63 in Death Wish 3 (1985)
65 in Death Wish 4: The Crackdown (1987)
66 in Messenger of Death (1988)
71 in The Sea Wolf (1993)
72 in Death Wish V: The Face of Death (1994)
The late Charles Dennis Buchinsky, better known as Charles Bronson, is a bona fide old-school cinematic tough guy, famously describing his appearance as “like a quarry someone has dynamited”. When he died in 2003 at the age of 81, Bronson had left behind a legacy of silver screen badassery in an array of Westerns, war movies and, of course, revenge flicks. Bronson served in the U.S. Army Air Forces in the Second World War and received a purple heart. A memorable early appearance was in the horror flick House of Wax (no, not the one with Paris Hilton. The original!) as the silent henchman to Vincent Price’s sculptor/serial killer.
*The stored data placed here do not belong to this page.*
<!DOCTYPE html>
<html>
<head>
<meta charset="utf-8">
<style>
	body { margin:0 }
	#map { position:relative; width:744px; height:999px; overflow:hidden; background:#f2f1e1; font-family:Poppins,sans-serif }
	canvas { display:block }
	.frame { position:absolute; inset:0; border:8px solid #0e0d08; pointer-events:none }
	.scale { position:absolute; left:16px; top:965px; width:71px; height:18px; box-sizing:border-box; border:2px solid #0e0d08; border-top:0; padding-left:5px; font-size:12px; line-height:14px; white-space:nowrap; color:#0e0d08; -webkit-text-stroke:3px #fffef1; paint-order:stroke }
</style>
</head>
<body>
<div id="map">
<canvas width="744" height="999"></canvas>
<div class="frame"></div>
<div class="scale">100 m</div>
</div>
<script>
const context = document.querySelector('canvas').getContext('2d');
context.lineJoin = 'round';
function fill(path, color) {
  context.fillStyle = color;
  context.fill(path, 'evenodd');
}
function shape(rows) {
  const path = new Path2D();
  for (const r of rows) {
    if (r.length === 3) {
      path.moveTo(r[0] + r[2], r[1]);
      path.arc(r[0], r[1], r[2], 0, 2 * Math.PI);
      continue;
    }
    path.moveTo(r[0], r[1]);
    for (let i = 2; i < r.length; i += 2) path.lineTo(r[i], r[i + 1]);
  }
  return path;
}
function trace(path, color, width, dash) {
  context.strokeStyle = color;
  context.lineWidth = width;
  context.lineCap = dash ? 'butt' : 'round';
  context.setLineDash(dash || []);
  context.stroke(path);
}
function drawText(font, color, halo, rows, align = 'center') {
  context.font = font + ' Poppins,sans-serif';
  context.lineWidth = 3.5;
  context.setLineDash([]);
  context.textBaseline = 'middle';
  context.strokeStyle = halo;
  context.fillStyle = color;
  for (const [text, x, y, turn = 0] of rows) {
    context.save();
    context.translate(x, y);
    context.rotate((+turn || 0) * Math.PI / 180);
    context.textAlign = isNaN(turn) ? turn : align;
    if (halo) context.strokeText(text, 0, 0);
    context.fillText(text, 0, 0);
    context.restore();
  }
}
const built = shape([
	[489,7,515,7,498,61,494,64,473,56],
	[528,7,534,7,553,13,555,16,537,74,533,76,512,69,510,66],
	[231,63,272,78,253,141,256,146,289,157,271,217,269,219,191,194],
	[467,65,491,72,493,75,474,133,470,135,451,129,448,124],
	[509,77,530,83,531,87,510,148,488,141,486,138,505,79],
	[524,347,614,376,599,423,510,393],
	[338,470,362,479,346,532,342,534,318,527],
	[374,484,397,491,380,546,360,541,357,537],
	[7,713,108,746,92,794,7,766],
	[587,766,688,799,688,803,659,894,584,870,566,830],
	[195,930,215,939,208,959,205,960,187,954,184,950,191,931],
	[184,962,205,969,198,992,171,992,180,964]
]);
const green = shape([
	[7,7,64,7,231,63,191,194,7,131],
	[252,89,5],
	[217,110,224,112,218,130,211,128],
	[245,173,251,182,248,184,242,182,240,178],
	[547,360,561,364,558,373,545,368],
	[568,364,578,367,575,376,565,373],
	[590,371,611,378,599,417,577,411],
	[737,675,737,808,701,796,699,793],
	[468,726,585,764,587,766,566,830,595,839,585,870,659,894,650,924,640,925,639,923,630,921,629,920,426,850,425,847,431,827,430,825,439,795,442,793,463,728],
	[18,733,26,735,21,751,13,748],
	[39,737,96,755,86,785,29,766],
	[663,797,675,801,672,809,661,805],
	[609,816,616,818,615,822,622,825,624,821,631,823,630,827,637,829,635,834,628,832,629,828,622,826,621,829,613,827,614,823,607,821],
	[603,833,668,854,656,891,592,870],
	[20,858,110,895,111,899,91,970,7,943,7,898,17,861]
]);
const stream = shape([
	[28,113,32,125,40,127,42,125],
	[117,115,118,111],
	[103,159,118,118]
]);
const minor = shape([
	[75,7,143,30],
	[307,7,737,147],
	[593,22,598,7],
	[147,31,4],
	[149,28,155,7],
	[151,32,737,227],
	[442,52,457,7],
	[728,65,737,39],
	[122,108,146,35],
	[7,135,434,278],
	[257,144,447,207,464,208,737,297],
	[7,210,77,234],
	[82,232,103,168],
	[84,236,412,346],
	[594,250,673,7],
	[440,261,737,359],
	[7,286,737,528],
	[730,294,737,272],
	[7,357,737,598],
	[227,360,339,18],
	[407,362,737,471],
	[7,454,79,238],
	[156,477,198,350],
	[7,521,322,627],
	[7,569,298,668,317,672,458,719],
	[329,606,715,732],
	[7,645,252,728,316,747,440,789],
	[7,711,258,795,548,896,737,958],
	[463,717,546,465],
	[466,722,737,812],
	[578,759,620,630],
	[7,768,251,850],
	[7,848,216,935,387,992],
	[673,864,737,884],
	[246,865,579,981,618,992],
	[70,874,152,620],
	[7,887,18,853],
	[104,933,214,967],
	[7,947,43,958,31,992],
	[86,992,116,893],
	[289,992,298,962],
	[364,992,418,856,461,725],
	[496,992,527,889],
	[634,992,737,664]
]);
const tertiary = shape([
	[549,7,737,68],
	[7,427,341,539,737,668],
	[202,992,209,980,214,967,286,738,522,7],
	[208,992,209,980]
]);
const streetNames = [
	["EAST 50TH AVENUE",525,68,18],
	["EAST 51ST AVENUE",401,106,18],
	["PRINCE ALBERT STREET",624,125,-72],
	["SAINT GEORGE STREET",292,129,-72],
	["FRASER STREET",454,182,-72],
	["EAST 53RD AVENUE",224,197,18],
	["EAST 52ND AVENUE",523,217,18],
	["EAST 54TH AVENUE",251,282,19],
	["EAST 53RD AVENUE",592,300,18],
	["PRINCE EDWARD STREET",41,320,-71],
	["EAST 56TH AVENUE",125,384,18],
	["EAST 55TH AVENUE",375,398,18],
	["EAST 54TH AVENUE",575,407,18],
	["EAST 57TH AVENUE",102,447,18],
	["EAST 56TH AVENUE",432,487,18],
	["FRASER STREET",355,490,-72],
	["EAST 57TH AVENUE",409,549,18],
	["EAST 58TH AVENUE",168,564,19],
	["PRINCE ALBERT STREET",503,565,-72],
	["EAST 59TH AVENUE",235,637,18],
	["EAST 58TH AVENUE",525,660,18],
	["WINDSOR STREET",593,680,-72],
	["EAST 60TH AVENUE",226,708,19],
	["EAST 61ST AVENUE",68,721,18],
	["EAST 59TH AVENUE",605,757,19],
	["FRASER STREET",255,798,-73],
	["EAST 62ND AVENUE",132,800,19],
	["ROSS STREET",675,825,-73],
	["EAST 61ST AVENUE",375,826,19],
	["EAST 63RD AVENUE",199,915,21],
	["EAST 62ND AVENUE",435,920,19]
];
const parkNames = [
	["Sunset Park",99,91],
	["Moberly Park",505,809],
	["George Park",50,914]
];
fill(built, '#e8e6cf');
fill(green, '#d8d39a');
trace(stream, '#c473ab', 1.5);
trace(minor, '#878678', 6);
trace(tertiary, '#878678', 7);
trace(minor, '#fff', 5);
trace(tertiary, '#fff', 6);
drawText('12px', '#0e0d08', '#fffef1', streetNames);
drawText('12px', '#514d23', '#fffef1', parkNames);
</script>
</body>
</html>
He hit the big time with war movies The Great Escape and The Dirty Dozen, but truly became an icon with the role of vigilante Paul Kersey in the Death Wish films. “Audiences like to see the bad guys get their comeuppance,” Bronson said and boy, Kersey sure gave it to them. Bronson would play the architect-turned-gun-toting-avenger in four more films. Like Chuck Norris, Bronson starred in many low-budget movies for Cannon Films. The notorious British prisoner and bare-knuckle fighter Michael Peterson changed his name to “Charles Bronson” on the advice of his fight promoter, in spite of Peterson having never seen a Charles Bronson movie.
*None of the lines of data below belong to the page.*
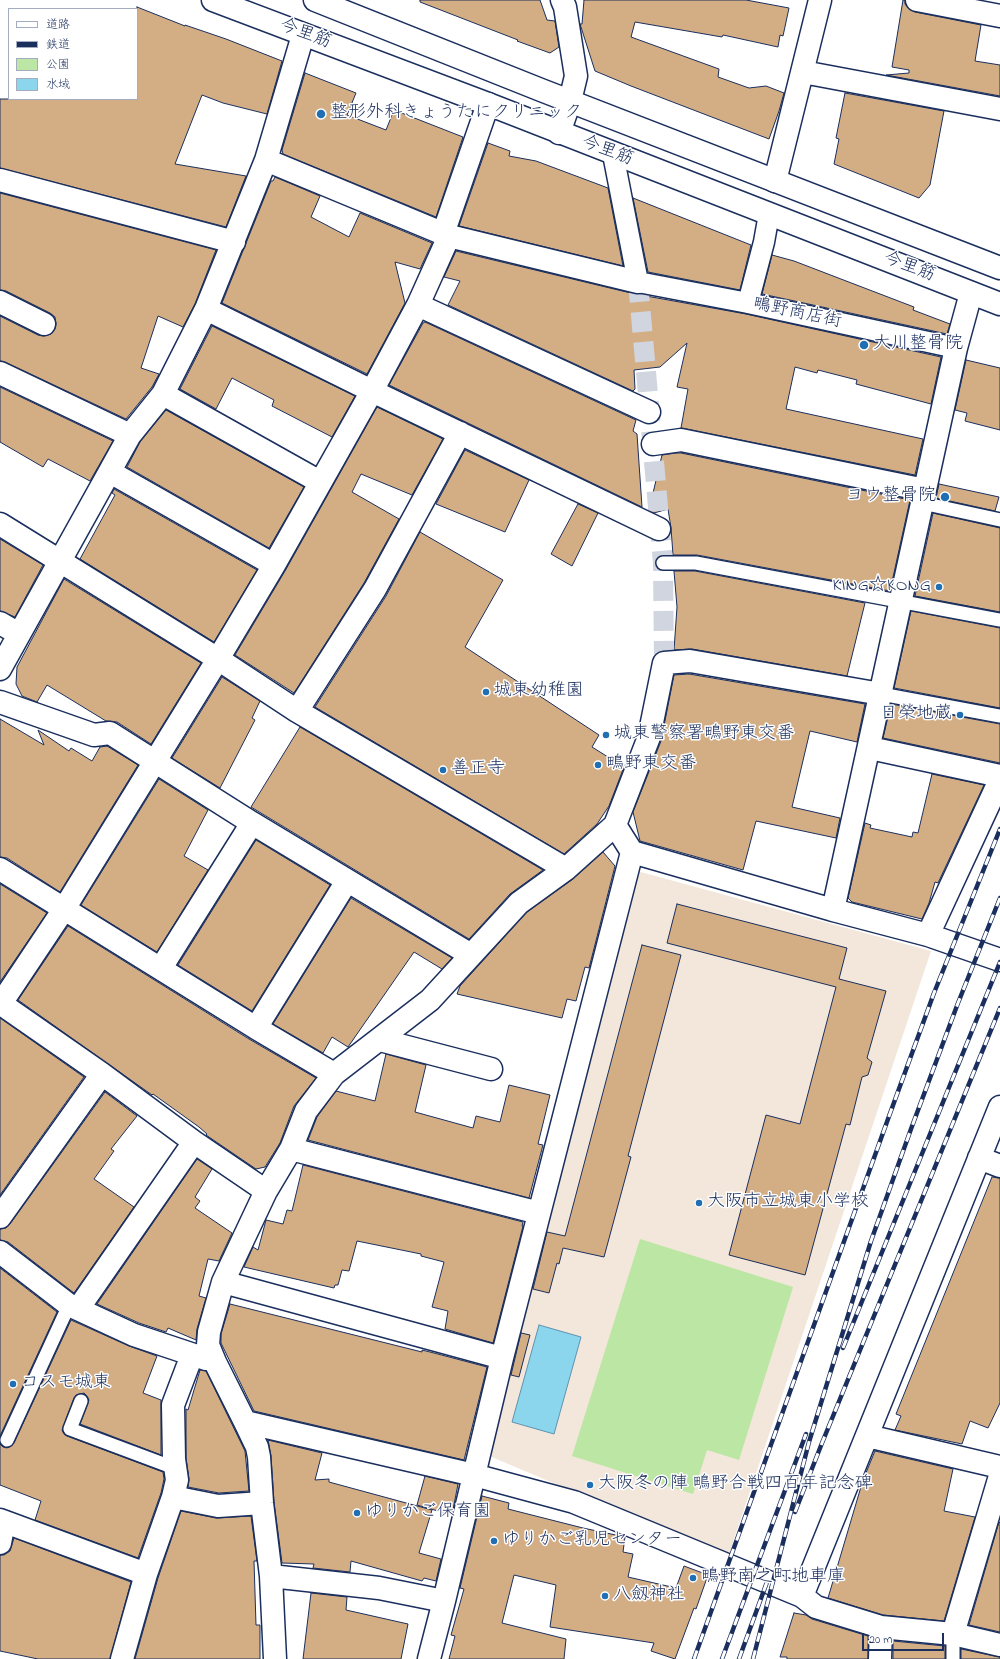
<!DOCTYPE html>
<meta charset="utf-8">
<style>
body{margin:0}
#map{position:relative;width:1000px;height:1659px;overflow:hidden;background:#fff;font-family:"Indie Flower","Klee One",sans-serif}
canvas{display:block}
.legend{position:absolute;left:8px;top:8px;width:130px;height:92px;box-sizing:border-box;background:#fff;border:1px solid #a4acbf;margin:0;padding:5px 7px;list-style:none;font-size:12px;color:#1b2f5e}
.legend li{display:flex;align-items:center;gap:8px;height:20px}
.legend b{width:20px;border:1px solid #a4acbf}
.scale{position:absolute;left:862px;top:1633px;width:82px;height:18px;box-sizing:border-box;border:2px solid #1b2f5e;border-top:0;padding-left:5px;font-size:12px;line-height:14px;white-space:nowrap;color:#1b2f5e;-webkit-text-stroke:3px #fff;paint-order:stroke}
</style>
<div id="map">
<canvas width="1000" height="1659"></canvas>
<ul class="legend">
<li><b style="height:5px;background:#fff"></b>道路</li>
<li><b style="height:5px;background:#1b2f5e"></b>鉄道</li>
<li><b style="height:11px;background:#bce6a3"></b>公園</li>
<li><b style="height:11px;background:#8bd6ec"></b>水域</li>
</ul>
<div class="scale">20 m</div>
</div>
<script>
const context = document.querySelector('canvas').getContext('2d');
context.lineJoin = 'round';
function fill(path, color) { context.fillStyle = color; context.fill(path, 'evenodd'); }
const toPath = rows => new Path2D(rows.map(r => 'M' + r).join(''));
function strokePath(path, color, width, dash) { context.strokeStyle = color; context.lineWidth = width; context.lineCap = dash ? 'butt' : 'round'; context.setLineDash(dash || []); context.stroke(path); }
function write(font, color, halo, rows, align = 'center') {
  context.font = font + ' "Indie Flower","Klee One",sans-serif'; context.lineWidth = 3; context.setLineDash([]); context.textBaseline = 'middle'; context.strokeStyle = halo; context.fillStyle = color; for (const [text, x, y, turn = 0] of rows) {
    context.save(); context.translate(x, y); context.rotate((+turn || 0) * Math.PI / 180); context.textAlign = isNaN(turn) ? turn : align; if (halo) context.strokeText(text, 0, 0); context.fillText(text, 0, 0); context.restore();
  }
}
fill(toPath([
 [637,871,931,951,728,1557,487,1455]
]), '#f2e7da');
fill(toPath([
 [640,1239,793,1287,739,1460,707,1450,693,1494,572,1456]
]), '#bce6a3');
const water = toPath([
 [539,1325,581,1337,554,1434,512,1422,539,1325]
]);
fill(water, '#8bd6ec');
strokePath(water, '#5e93b3', 1);
const building = toPath([
 [420,0,540,0,547,20,555,21,559,47,550,53,517,41,518,40,420,2,420,0],
 [584,0,746,0,789,8,783,36,780,35,778,47,723,35,722,37,635,22,631,37,719,69,718,77,749,88,766,86,784,93,779,111,769,139,631,86,595,71,580,24,582,24,584,0],
 [903,0,905,0,905,4,909,9,915,12,981,25,975,61,1000,65,1000,96,886,75,909,73,909,70,892,67,903,0],
 [137,7,185,26,185,25,226,39,282,61,267,114,223,103,202,95,175,164,246,176,226,227,0,168,0,99,137,99,137,7],
 [305,73,356,93,347,115,386,130,394,110,463,137,436,217,283,154,282,150,305,73],
 [845,93,944,111,930,185,919,198,834,164,839,139,836,138,845,93],
 [488,143,510,151,509,156,536,161,608,188,623,266,459,226,488,143],
 [275,177,320,196,311,217,349,237,360,213,432,243,420,269,395,262,405,303,367,374,222,303,271,181,273,181,275,177],
 [0,193,216,250,195,304,183,327,158,316,141,368,159,374,152,387,126,419,5,362,0,361,0,316,38,335,44,336,51,334,55,329,56,324,55,317,50,313,6,291,0,290,0,193],
 [633,198,751,245,740,290,648,272,633,198],
 [456,251,635,294,746,314,941,357,931,404,856,384,857,380,818,370,817,373,795,367,786,409,923,439,915,475,681,428,688,389,677,387,687,343,660,367,634,370,635,389,633,391,448,305,460,281,444,277,456,251],
 [772,255,794,261,914,307,913,310,950,324,947,334,762,294,772,255],
 [425,322,636,420,633,431,637,434,642,507,389,385,423,323,425,322],
 [212,326,355,396,332,437,272,406,274,400,232,378,216,409,180,389,212,326],
 [966,360,1000,368,1000,430,965,421,967,413,955,410,966,360],
 [0,387,113,441,90,481,48,459,43,467,0,442,0,387],
 [377,407,443,439,412,495,361,474,352,492,399,519,364,583,294,693,235,655,285,571,377,407],
 [166,410,304,487,269,548,127,467,140,442,166,410],
 [465,450,529,480,505,532,436,504,465,450],
 [676,453,681,453,910,500,890,591,697,555,673,555,671,528,668,509,654,513,649,510,662,455,676,453],
 [939,484,999,497,995,511,936,498,939,484],
 [114,489,257,570,214,642,80,559,115,495,112,493,114,489],
 [578,504,598,513,572,566,551,554,578,504],
 [933,513,1000,528,1000,612,915,596,933,513],
 [420,532,503,580,465,647,599,735,592,747,624,767,609,806,597,824,564,854,315,707,386,596,420,532],
 [0,539,43,565,15,617,0,611,0,539],
 [674,571,695,571,865,603,847,676,692,649,674,650,677,607,674,571],
 [64,579,201,663,151,744,117,722,106,721,47,685,37,702,22,696,16,684,17,667,64,579],
 [911,611,1000,628,1000,708,894,688,911,611],
 [689,674,865,704,857,742,810,731,792,807,840,818,836,838,756,821,743,870,640,841,633,812,661,741,674,675,689,674],
 [222,677,260,701,252,718,255,720,220,788,172,758,222,677],
 [891,704,1000,724,1000,763,883,738,891,704],
 [0,719,44,745,38,730,69,751,71,748,92,761,100,747,107,746,138,765,60,892,7,858,0,857,0,719],
 [300,727,543,870,510,894,469,939,251,807,300,727],
 [932,774,984,785,938,883,935,882,929,903,922,919,852,902,848,898,865,823,871,825,870,828,912,837,913,832,918,833,932,774],
 [159,779,208,810,184,856,208,870,157,952,81,905,159,779],
 [256,840,330,885,252,1011,178,965,256,840],
 [603,852,615,866,598,933,589,968,585,967,576,1001,567,999,562,1018,457,994,460,986,527,912,573,879,603,852],
 [0,884,47,913,0,982,0,884],
 [351,898,452,958,442,969,414,952,348,1047,332,1037,323,1053,273,1024,351,898],
 [677,904,847,948,839,979,886,991,867,1058,872,1062,868,1075,862,1077,850,1125,846,1124,805,1275,729,1255,766,1115,800,1124,836,987,667,943,677,904],
 [68,926,249,1039,316,1078,294,1106,280,1143,265,1167,256,1169,206,1135,207,1134,199,1127,153,1094,152,1095,18,1000,68,926],
 [642,945,681,955,628,1156,631,1157,604,1257,563,1248,559,1264,557,1263,549,1293,533,1289,547,1232,565,1236,642,945],
 [0,1018,84,1077,0,1195,0,1018],
 [386,1054,426,1065,415,1112,473,1128,476,1116,500,1122,509,1085,550,1095,538,1144,543,1145,529,1198,308,1140,317,1117,336,1091,375,1101,386,1054],
 [105,1092,137,1116,111,1149,114,1151,94,1179,134,1207,74,1293,8,1242,0,1240,0,1229,6,1228,10,1224,105,1092],
 [197,1159,212,1169,195,1197,200,1201,195,1208,232,1233,219,1261,208,1259,199,1296,206,1298,197,1329,196,1340,168,1328,166,1332,139,1323,97,1304,197,1159],
 [303,1165,523,1222,522,1226,523,1226,493,1343,445,1329,448,1311,432,1307,444,1262,421,1256,421,1254,357,1241,349,1271,342,1270,338,1285,335,1285,334,1288,244,1267,253,1247,258,1250,266,1220,283,1224,287,1210,292,1211,303,1165],
 [992,1177,1000,1178,1000,1403,988,1428,970,1421,962,1444,895,1430,901,1416,896,1414,992,1177],
 [0,1268,57,1312,0,1436,0,1268],
 [230,1304,422,1352,422,1350,434,1353,487,1367,464,1460,254,1411,221,1343,221,1334,230,1304],
 [71,1320,129,1346,157,1356,143,1393,161,1400,161,1455,80,1424,89,1400,87,1396,84,1393,76,1395,74,1398,62,1430,64,1434,67,1436,163,1472,164,1479,161,1493,138,1558,35,1520,41,1501,0,1485,0,1444,3,1447,7,1448,14,1443,71,1320],
 [521,1333,530,1335,519,1377,511,1375,521,1333],
 [200,1370,206,1371,245,1451,249,1491,219,1493,188,1487,189,1479,186,1458,186,1409,188,1410,200,1370],
 [268,1440,322,1453,315,1480,329,1479,329,1482,432,1510,419,1553,441,1559,436,1581,424,1578,422,1581,351,1561,350,1572,313,1568,314,1564,282,1563,274,1502,271,1456,268,1440],
 [875,1451,953,1469,944,1511,975,1517,944,1621,883,1615,828,1598,863,1480,875,1451],
 [425,1476,458,1484,452,1515,417,1505,425,1476],
 [482,1496,509,1503,508,1509,583,1528,625,1537,623,1552,633,1554,628,1577,676,1588,684,1566,708,1575,696,1609,694,1608,675,1659,651,1651,654,1643,550,1627,556,1585,514,1575,502,1623,566,1639,564,1659,449,1659,455,1636,451,1635,464,1589,460,1588,482,1496],
 [181,1511,216,1518,251,1516,257,1561,254,1561,256,1625,260,1625,260,1659,135,1659,158,1578,181,1511],
 [999,1522,1000,1523,1000,1632,969,1625,999,1522],
 [14,1538,131,1582,110,1659,38,1659,0,1651,0,1555,4,1555,10,1551,14,1538],
 [311,1593,347,1597,346,1610,408,1624,401,1659,303,1659,311,1593],
 [794,1613,806,1615,812,1619,868,1636,868,1659,787,1659,787,1657,780,1657,794,1613],
 [893,1641,945,1646,945,1659,893,1659,893,1641],
 [961,1649,1000,1657,1000,1659,961,1659,961,1649]
]);
fill(building, '#d3ae85');
strokePath(building, '#1b2f5e', 1);
strokePath(toPath([
 [638,282,663,563,664,663]
]), '#d1d5df', 20, [20, 10]);
const service = toPath([
 [922,503,1000,520],
 [663,563,696,563,1000,620],
 [881,694,1000,716],
 [81,1401,70,1429,177,1469],
 [7,1440,69,1305],
 [953,1659,953,1634]
]);
const pedestrian = toPath([
 [613,154,638,282,748,303,956,348],
 [748,303,764,242,769,214]
]);
const minor = toPath([
 [917,0,1000,16],
 [803,72,1000,109],
 [559,133,570,101,576,76,565,7,562,0],
 [266,160,449,236,638,282],
 [0,180,234,242],
 [775,181,820,0],
 [443,234,488,104],
 [0,302,44,324],
 [418,305,649,412],
 [206,309,372,391,659,529],
 [0,373,130,435],
 [163,394,320,482],
 [653,444,681,440,925,490],
 [110,472,274,565],
 [0,524,218,659,297,711,566,869],
 [0,623,19,634],
 [0,669,130,435,163,394,206,309,266,160,303,35],
 [0,702,94,735,110,733,252,823,471,955],
 [297,711,375,589,460,433],
 [870,748,1000,776],
 [615,825,632,852,833,910,928,935,1000,960],
 [0,869,256,1028,334,1074],
 [833,910,956,348,971,293],
 [928,935,1000,780],
 [161,968,252,823],
 [0,1003,102,1074,194,1142,266,1191],
 [0,1005,64,909,218,659,274,565,372,391,418,305,449,236],
 [256,1028,347,881],
 [380,1040,491,1069],
 [291,1149,539,1213],
 [979,1158,1000,1166],
 [0,1217,102,1074],
 [0,1252,69,1305,134,1335,206,1359],
 [223,1282,502,1358],
 [78,1309,194,1142],
 [245,1422,474,1475,574,1502,802,1596,816,1607,881,1627,953,1634,1000,1645],
 [876,1438,1000,1467],
 [173,1497,218,1506,262,1503],
 [0,1520,146,1574],
 [0,1543,4,1522],
 [271,1576,379,1588,444,1601],
 [802,1596,1000,1107],
 [953,1634,1000,1476],
 [122,1659,146,1574,173,1497,177,1480,174,1459,173,1405,192,1355],
 [275,1659,271,1576,262,1503,259,1457,257,1447,245,1422,215,1362,208,1345,209,1332,223,1282,266,1191,291,1149,306,1111,334,1074,430,1000,519,903,566,869,615,825,649,737,664,663,690,661,881,694],
 [429,1659,444,1601,502,1358,632,852],
 [880,1659,881,1627]
]);
const primary = toPath([
 [213,0,488,104,1000,304],
 [315,0,541,90,1000,268]
]);
strokePath(service, '#1b2f5e', 16);
strokePath(pedestrian, '#1b2f5e', 23);
strokePath(minor, '#1b2f5e', 25);
strokePath(primary, '#1b2f5e', 25);
strokePath(service, '#fff', 13);
strokePath(pedestrian, '#fff', 20);
strokePath(minor, '#fff', 22);
strokePath(primary, '#fff', 22);
const rail = toPath([
 [843,1348,1000,962],
 [795,1512,822,1443,1000,1008],
 [694,1659,888,1119,934,993,1000,829],
 [722,1659,806,1434],
 [739,1659,767,1582],
 [753,1659,809,1442,871,1241,911,1129,958,1003,1000,898]
]);
strokePath(rail, '#1b2f5e', 4.5);
strokePath(rail, '#fff', 3, [9]);
for (const [x, y, r, color] of [
 [321,114,5,"#1f6fb2"],
 [864,345,5,"#1f6fb2"],
 [945,497,5,"#1f6fb2"],
 [939,587,4,"#1f6fb2"],
 [486,692,4,"#1f6fb2"],
 [960,715,4,"#1f6fb2"],
 [606,735,4,"#1f6fb2"],
 [598,765,4,"#1f6fb2"],
 [443,770,4,"#1f6fb2"],
 [699,1203,4,"#1f6fb2"],
 [13,1384,4,"#1f6fb2"],
 [590,1485,4,"#1f6fb2"],
 [357,1513,4,"#1f6fb2"],
 [494,1541,4,"#1f6fb2"],
 [693,1578,4,"#1f6fb2"],
 [605,1596,4,"#1f6fb2"]
]) { const dot = new Path2D(); dot.arc(x, y, r, 0, 2 * Math.PI); context.fillStyle = color; context.fill(dot); strokePath(dot, '#fff', 1.5); }
write('18px', '#1b2f5e', '#fff', [
 ["今里筋",305,35,21],
 ["今里筋",607,152,21],
 ["今里筋",909,268,21],
 ["鴫野商店街",797,314,12]
]);
write('18px', '#1b2f5e', '#fff', [
 ["整形外科きょうたにクリニック",330,114],
 ["大川整骨院",873,345],
 ["ヨウ整骨院",936,497,"right"],
 ["KING☆KONG",931,587,"right"],
 ["城東幼稚園",494,692],
 ["日榮地蔵",952,715,"right"],
 ["城東警察署鴫野東交番",614,735],
 ["鴫野東交番",606,765],
 ["善正寺",451,770],
 ["大阪市立城東小学校",707,1203],
 ["コスモ城東",21,1384],
 ["大阪冬の陣 鴫野合戦四百年記念碑",598,1485],
 ["ゆりかご保育園",365,1513],
 ["ゆりかご乳児センター",502,1541],
 ["鴫野南之町地車庫",701,1578],
 ["八劔神社",613,1596]
], 'left');
</script>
58 in Once Upon a Time in Mexico (2003)
65 in Machete (2010)
67 in Bad Ass (2012)
68 in Dead in Tombstone (2013)
68 in Machete Kills (2013)
With over 250 movie and TV roles to his name, Danny Trejo is undoubtedly a B-movie icon, and the guy just keeps trucking. Tough, grizzled and unfazed, Trejo isn’t just putting on a tough guy façade for the camera: he was a teenage drug addict, bank robber and convict before turning over a new leaf as a drug counsellor – in fact, that’s how he got his first acting role in Runaway Train, counselling a kid working on the film when he was approached to be an extra. “I just totally got hooked. I found my calling…For the first half of my life, I went to prison for being a bad guy. Now they’re paying me to be a bad guy,” Trejo said. After years of playing bit parts, Trejo took the title role in Machete, continuing his long-time collaboration with director (and second cousin) Robert Rodriguez. Machete had its origins as a mock-trailer in the throwback exploitation double bill Grindhouse, and it played on Trejo’s image as a violent, nigh-superhuman Federale agent, gifted with the bladed weapon that is his namesake. He has seven films coming out in 2014, ranging from Muppets Most Wanted to vigilante thriller Bullet. Rodriguez has said that he views Danny Trejo as something of a Mexican Charles Bronson and he certainly wouldn’t be too far off.